We often fail to love others and fail to treat them as we would want to be treated, this is often because we don't know how to love others and thus can't choose properly which action to take. We are ignorant of so many things in this world, and indeed one of them is how we ought to treat others. We must approach situations in which it is difficult to understand the proper course of action with humility. In these situations our pride says, "There is nothing to be done here." On another hand, our humility would say, "There is something to be done here, I am just not quite sure what it is." Though there may be a true ambiguity in our understanding, there may still be a possible response to the situation. ALL people are deserving of our love. And so where there is a person, there love is required. Humility sees this, and the habit of humility expects this, even in situations where the loving response is unknown to us. Humility helps us not only to accept the ambiguities we face each day, but it also reminds us that we are to be ready to love others even when a certain and concrete course of action is unknown. Sometimes all we can do is act with a sincere intention for another's good.

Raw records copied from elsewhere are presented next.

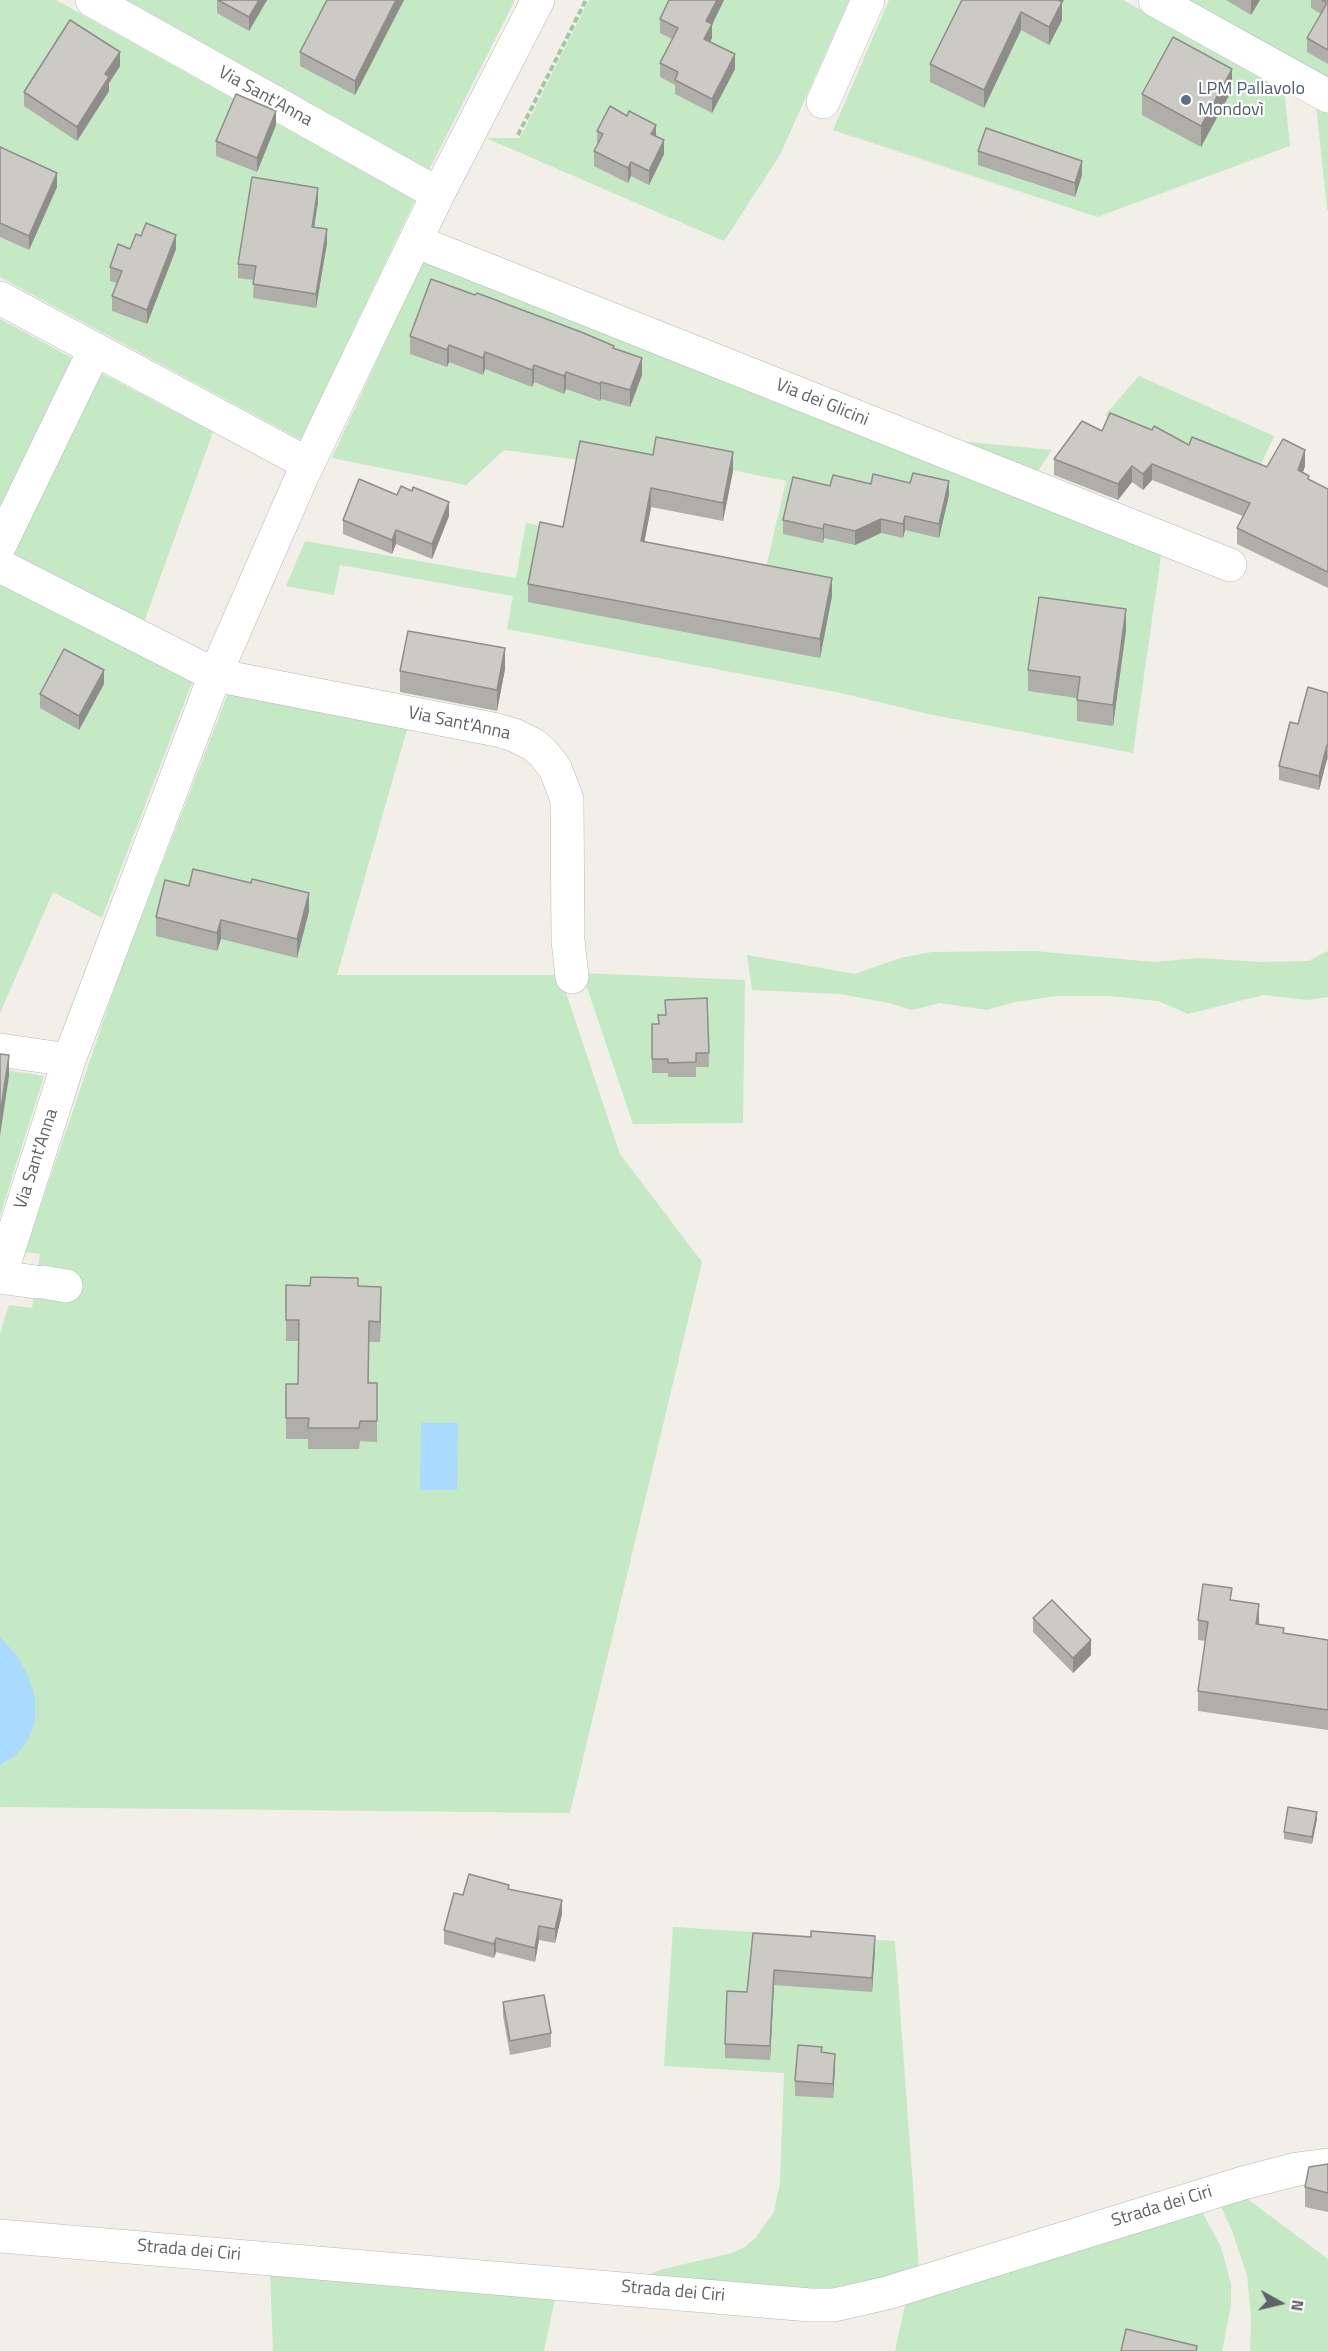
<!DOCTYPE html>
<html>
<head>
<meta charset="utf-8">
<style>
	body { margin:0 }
	#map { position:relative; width:1328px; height:2351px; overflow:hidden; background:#f1efe8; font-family:"Titillium Web",sans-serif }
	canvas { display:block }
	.north { position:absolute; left:1250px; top:2273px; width:60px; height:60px; -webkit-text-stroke:4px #fff; paint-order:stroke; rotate:98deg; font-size:16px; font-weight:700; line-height:24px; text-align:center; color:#5f6368 }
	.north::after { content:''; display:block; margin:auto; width:21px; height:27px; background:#5f6368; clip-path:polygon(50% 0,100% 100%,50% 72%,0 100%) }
</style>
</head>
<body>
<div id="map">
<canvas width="1328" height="2351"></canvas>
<div class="north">N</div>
</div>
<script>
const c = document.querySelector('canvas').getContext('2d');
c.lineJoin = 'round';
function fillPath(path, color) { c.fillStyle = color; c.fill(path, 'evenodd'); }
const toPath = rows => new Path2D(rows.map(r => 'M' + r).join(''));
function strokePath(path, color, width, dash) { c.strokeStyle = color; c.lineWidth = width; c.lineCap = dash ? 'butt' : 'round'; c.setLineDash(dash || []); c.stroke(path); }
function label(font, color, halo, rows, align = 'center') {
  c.font = font + ' "Titillium Web",sans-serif'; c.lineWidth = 4.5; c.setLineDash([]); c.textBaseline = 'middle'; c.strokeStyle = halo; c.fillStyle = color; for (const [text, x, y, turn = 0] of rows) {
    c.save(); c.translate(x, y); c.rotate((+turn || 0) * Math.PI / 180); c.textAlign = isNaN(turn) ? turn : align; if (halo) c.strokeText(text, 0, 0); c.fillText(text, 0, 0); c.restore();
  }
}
fillPath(toPath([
	[0,0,56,0,415,200,301,440,0,277],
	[127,0,515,0,429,170],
	[589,0,849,0,780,155,724,241,486,138,520,138],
	[889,0,1123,0,1284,89,1290,146,1097,217,833,130],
	[1186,0,1328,0,1328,78],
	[1316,105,1328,112,1328,210,1327,209],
	[423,260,1162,549,1133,753,928,714,841,693,507,629,513,596,340,565,334,595,286,586,305,541,516,578,526,523,766,568,786,481,656,455,580,460,504,450,466,485,332,458],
	[0,319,72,358,0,506],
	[101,373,213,432,144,622,14,554],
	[1139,376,1274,436,1256,475,1105,415],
	[959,441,1052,450,1038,471],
	[0,582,193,680,102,918,53,892,0,1013],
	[229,691,408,726,337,975,560,975,620,1154,702,1262,570,1813,0,1807,0,1333,9,1305,32,1308,40,1254,25,1252,119,975],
	[1035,951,1154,962,1199,958,1260,962,1308,961,1328,951,1328,997,1308,1000,1263,995,1188,1014,1158,1001,1110,996,1056,996,1015,1002,987,1010,940,1003,912,1010,889,1003,840,994,752,990,747,955,855,974,900,958,932,952],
	[582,973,745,980,743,1123,633,1124],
	[0,1069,44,1076,0,1216],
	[673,1927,895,1941,919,2269,826,2293,647,2278,653,2273,663,2269,732,2253,745,2247,756,2237,774,2212,780,2183,784,2073,664,2066],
	[1242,2195,1328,2259,1328,2351,1250,2351,1251,2318,1247,2275,1232,2231,1219,2202],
	[1200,2208,1221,2247,1231,2284,1231,2305,1222,2351,895,2351,906,2301],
	[270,2272,556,2295,544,2351,273,2351]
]), '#c5e8c5');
fillPath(toPath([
	[421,1423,458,1423,457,1490,420,1490],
	[0,1637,18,1657,28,1676,35,1697,35,1722,28,1740,15,1756,0,1765]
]), '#aadaff');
const minor = toPath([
	[92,0,438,194],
	[1155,0,1328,96],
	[823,102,868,0],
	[415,241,1230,565],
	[0,298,308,464],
	[0,545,95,349],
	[0,566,215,675,497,730,514,735,534,745,542,752,555,768,567,799,568,940,572,977],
	[0,1050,69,1060],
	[0,1277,69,1060,215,675,303,474,349,378,438,194,538,0],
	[0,1277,36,1282],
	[43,1282,66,1286],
	[0,2236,810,2305,834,2305,887,2293,1243,2183,1297,2169,1328,2165]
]);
strokePath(minor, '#b5b8bc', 34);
strokePath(toPath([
	[518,135,586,0]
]), '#9cc7a9', 4, [6, 3]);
strokePath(minor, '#fff', 33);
fillPath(toPath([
	[217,0,267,0,249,31,217,13],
	[404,0,355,95,300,66,300,52],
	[962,0,1064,0,1062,3,1062,20,1049,45,1021,30,984,108,930,82,930,64],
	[1226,0,1260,0,1251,15],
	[1311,0,1328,0,1328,64,1307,52,1307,38,1321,14,1311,8],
	[660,19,712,25,712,38,710,42,735,69,712,113,675,94,675,85,660,77,660,63,672,39,660,33],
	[120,66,109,83,109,91,77,141,24,106,24,92],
	[1232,90,1201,147,1142,115,1142,94],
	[276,125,257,172,216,156,216,141],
	[597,131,656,136,664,154,649,185,631,176,628,183,594,166,594,151,597,146],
	[0,147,57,187,29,250,0,237],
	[978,151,1082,175,1075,197,978,165],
	[318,202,314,227,327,243,316,308,253,298,254,280,238,278,238,264],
	[141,236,176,249,147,324,112,311,112,296,117,283,110,281,110,267,130,249],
	[410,336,614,348,642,375,630,407,601,399,600,401,566,389,564,394,534,382,532,387,485,369,483,375,449,362,447,367,410,354],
	[1102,431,1189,445,1267,467,1305,466,1303,472,1309,480,1328,489,1328,588,1237,544,1237,528,1243,516,1152,480,1143,490,1132,482,1118,500,1054,475,1054,459],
	[580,441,733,471,723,521,651,507,644,542,832,596,820,658,528,602,528,584,563,527],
	[871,484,949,495,939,538,905,530,903,538,881,533,855,545,824,538,823,543,783,534,783,520,830,486],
	[412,491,449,516,432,559,396,544,392,554,343,534,343,520,397,495],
	[1126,630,1113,726,1077,721,1077,698,1028,691,1028,670],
	[505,669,497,711,400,692,400,671],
	[104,684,79,730,40,708,40,694],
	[1328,693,1328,760,1327,759,1319,790,1279,780,1279,766],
	[189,886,309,911,297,958,221,939,217,951,156,936,156,917],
	[707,998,709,1067,696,1067,696,1077,668,1077,668,1073,652,1073,652,1024,658,1024,665,1015],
	[286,1285,358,1286,381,1308,380,1342,369,1342,369,1383,377,1383,377,1442,360,1441,359,1449,308,1449,308,1439,286,1439,286,1384,298,1384,299,1341,286,1341],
	[1232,1600,1258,1624,1284,1634,1328,1640,1328,1730,1198,1711,1198,1691,1206,1641,1198,1640,1198,1620],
	[1033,1618,1091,1655,1073,1673,1033,1632],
	[1317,1819,1312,1844,1284,1839,1284,1832],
	[509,1889,562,1914,555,1943,539,1940,535,1962,496,1952,494,1958,444,1944,444,1930,463,1895],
	[753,1933,875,1950,872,1992,774,1985,770,2060,725,2058,725,2044,747,1992],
	[503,2002,551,2033,551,2047,510,2055,503,2016],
	[822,2053,835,2068,833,2098,795,2096,795,2081],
	[1328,2164,1328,2212,1305,2207,1305,2187]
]), '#afaea9');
fillPath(toPath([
	[259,0,267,0,249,31,249,17],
	[396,0,404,0,355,95,355,81],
	[717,0,724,0,712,25,712,38,704,53,704,39,706,21],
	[1055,0,1064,0,1062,3,1062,20,1049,45,1049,27],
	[1251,0,1260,0,1251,15],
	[1021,12,1021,30,984,108,984,90],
	[120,52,120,66,109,83,109,91,77,141,77,127,105,74],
	[735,54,735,69,712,113,712,99],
	[1232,69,1232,90,1201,147,1201,126],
	[276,111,276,125,257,172,257,158],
	[656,125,656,139,651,134],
	[664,140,664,154,649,185,649,171],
	[1082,161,1082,175,1075,197,1075,183],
	[631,162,631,176,628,183,628,168],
	[57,173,57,187,29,250,29,236],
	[318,188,318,202,312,241,312,227],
	[327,229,327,243,316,308,316,294],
	[176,235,176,249,147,324,147,310],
	[449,345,449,362,447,367,447,350],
	[485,352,485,369,483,375,483,358],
	[642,358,642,375,630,407,630,390],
	[534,365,534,382,532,387,532,370],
	[566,372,566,389,564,394,564,376],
	[601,382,601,399,600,401,600,384],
	[1305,450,1305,466,1298,486,1298,470],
	[733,452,733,471,723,521,723,503],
	[1152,464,1152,480,1143,490,1143,474],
	[1132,466,1132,482,1118,500,1118,484],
	[949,481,949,495,939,538,939,524],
	[651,488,651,507,641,560,641,541],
	[449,502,449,516,432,559,432,544],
	[905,516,905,530,903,538,903,524],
	[881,519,881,533,855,545,855,531],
	[824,524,824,538,823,543,823,529],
	[396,530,396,544,392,554,392,540],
	[832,578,832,596,820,658,820,639],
	[1126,609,1126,630,1113,726,1113,705],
	[505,648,505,669,497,711,497,690],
	[104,670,104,684,79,730,79,716],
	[1327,745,1327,759,1319,790,1319,776],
	[309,893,309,911,297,958,297,939],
	[221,920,221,939,217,951,217,933],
	[9,1055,9,1076,0,1136,0,1115],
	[381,1287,381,1308,380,1342,380,1322],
	[1259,1604,1259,1623,1256,1643,1256,1624],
	[1091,1640,1091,1655,1073,1673,1073,1658],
	[1317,1812,1317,1819,1312,1844,1312,1837],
	[562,1900,562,1914,555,1943,555,1929],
	[539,1926,539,1940,535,1962,535,1948],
	[875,1936,875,1950,872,1992,872,1978],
	[496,1938,496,1952,494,1958,494,1944],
	[774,1970,774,1985,770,2060,770,2046],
	[835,2054,835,2068,833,2098,833,2084]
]), '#8f8d8a');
const building = toPath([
	[218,0,259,0,249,17,218,0],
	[327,0,396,0,355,81,300,52,327,0],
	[669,0,717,0,706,21,712,24,704,39,735,54,712,99,675,80,678,72,660,63,678,28,660,19,669,0],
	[962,0,1058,0,1062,2,1049,27,1021,12,984,90,930,64,962,0],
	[1322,0,1328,0,1328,50,1307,38,1327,3,1322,0],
	[70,20,120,52,105,74,109,77,77,127,24,92,70,20],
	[1173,37,1232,69,1201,126,1142,94,1173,37],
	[236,94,276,111,257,158,216,141,236,94],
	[610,106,627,116,629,111,656,125,651,134,664,140,649,171,631,162,628,168,594,151,603,134,597,131,610,106],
	[986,128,1082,161,1075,183,978,151,986,128],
	[0,147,57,173,29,236,0,223,0,147],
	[252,177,318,188,312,227,327,229,316,294,253,284,256,266,238,264,252,177],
	[146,223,176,235,147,310,112,296,122,271,110,267,118,244,130,249,136,234,141,236,146,223],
	[431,279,475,295,477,293,581,332,614,346,613,348,642,358,630,390,601,382,600,384,566,372,564,376,534,365,532,370,485,352,483,358,449,345,447,350,410,336,431,279],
	[1110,413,1152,430,1154,426,1189,445,1192,437,1267,467,1283,439,1305,450,1298,470,1309,476,1308,479,1328,489,1328,572,1237,528,1250,503,1152,464,1143,474,1132,466,1118,484,1054,459,1082,421,1102,431,1110,413],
	[656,437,733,452,723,503,651,488,641,541,832,578,820,639,528,584,540,522,563,527,580,441,653,455,656,437],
	[913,473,949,481,939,524,905,516,903,524,881,519,855,531,824,524,823,529,783,520,793,477,830,486,833,475,871,484,873,474,910,483,913,473],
	[359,479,397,495,401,486,412,491,413,487,449,502,432,544,396,530,392,540,343,520,359,479],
	[1039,597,1126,609,1113,705,1077,700,1080,677,1028,670,1039,597],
	[408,631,505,648,497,690,400,671,408,631],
	[64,649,104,670,79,716,40,694,64,649],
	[1308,687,1328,693,1328,746,1327,745,1319,776,1279,766,1290,722,1298,724,1308,687],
	[193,869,251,883,252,879,309,893,297,939,221,920,217,933,156,917,165,880,189,886,193,869],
	[707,998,709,1053,696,1053,696,1062,668,1063,668,1059,652,1059,652,1024,659,1024,658,1015,666,1015,665,1000,707,998],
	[0,1054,9,1055,0,1115,0,1054],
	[311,1277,358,1278,358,1286,381,1287,380,1322,369,1321,368,1383,377,1383,377,1421,360,1421,359,1428,308,1428,309,1418,286,1418,286,1384,298,1384,299,1320,286,1320,286,1285,310,1286,311,1277],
	[1203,1584,1232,1588,1230,1600,1259,1604,1256,1624,1284,1628,1283,1633,1328,1640,1328,1710,1198,1691,1208,1622,1198,1620,1203,1584],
	[1052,1600,1091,1640,1073,1658,1033,1618,1052,1600],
	[1288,1807,1317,1812,1312,1837,1284,1832,1288,1807],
	[469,1874,509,1885,508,1889,562,1900,555,1929,539,1926,535,1948,496,1938,494,1944,444,1930,454,1893,463,1895,469,1874],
	[811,1931,875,1936,872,1978,774,1970,770,2046,725,2044,727,1991,747,1992,753,1933,811,1937,811,1931],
	[544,1995,551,2033,510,2041,503,2002,544,1995],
	[798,2045,822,2047,821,2052,835,2054,833,2084,795,2081,798,2045],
	[1328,2164,1328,2193,1305,2187,1309,2167,1328,2164],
	[1126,2329,1197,2346,1196,2351,1121,2351,1126,2329]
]);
fillPath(building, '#cccac5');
strokePath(building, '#8f8d8a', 1.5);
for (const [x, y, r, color] of [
	[1186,100,6,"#5c6f8a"]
]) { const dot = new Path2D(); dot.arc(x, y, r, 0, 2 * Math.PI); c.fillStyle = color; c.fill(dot); strokePath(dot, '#fff', 2); }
label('18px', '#4e5e75', '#fff', [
	["LPM Pallavolo",1198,90],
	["Mondovì",1198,111]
], 'left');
label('18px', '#5f6368', '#fff', [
	["Via Sant'Anna",265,97,29],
	["Via dei Glicini",822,403,22],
	["Via Sant'Anna",459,724,12],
	["Via Sant'Anna",37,1159,-72],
	["Strada dei Ciri",1162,2207,-17],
	["Strada dei Ciri",189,2251,5],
	["Strada dei Ciri",673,2292,5]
]);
</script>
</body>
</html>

As I said at the beginning, we must accept the limits of our ability to both understand a certain issue and explain it. Analogously, we need to accept the limits of our ability to both understand a situation and take the proper course of action in it. When we don't love due to a lack of desire for the other's good, we are humbled by the reality that there is a standard that we are capable of, although we fail to achieved it. In this we demonstrate that we lack a power critical to loving, and as I said, this power is the power to desire the good of someone else. Realizing that we are not able to exercise this power to do good should also humble us. This is because we have demonstrated our inability to reach a standard of loving that was possible for us to attain. If we know we can do something for others and do not perform, the internal disposition that is developed by humility is guilt or remorse. In our society today guilt and remorse are bad things; thus, we have gotten rid of many notions of a standard that we are to adhere to in our actions. However, guilt and remorse are not primarily negative, but when they are properly ordered they stir us to feel bad about ways we've failed so we will be reminded to do better next time.
Although, as usual, I am not satisfied with my treatment of all of these points (and the limit of my own mind), I think it's true that when we perfectly apply the form of life I've presented in this project, then humility is required. Also, when we fail to understand what course of action is needed to truly love others, we are to respond with humility. Lastly, when we fail to exercise our ability to love even when we knew the right course of action, we are to be humbled. Thus, if anyone desires to achieve greatness (or at least attempt it), they must be ready to accept humility, humility, and humility, and desire to be the servant of all. Perhaps though, as mere humans, we will never attain the perfect form of greatness that loves perfectly. In that case, maybe, by means of humility, we need seek help beyond what we can give ourselves. Perhaps only One can love perfectly, and the only way for us to begin achieve this form of love is to sit at the feet of the Master and learn.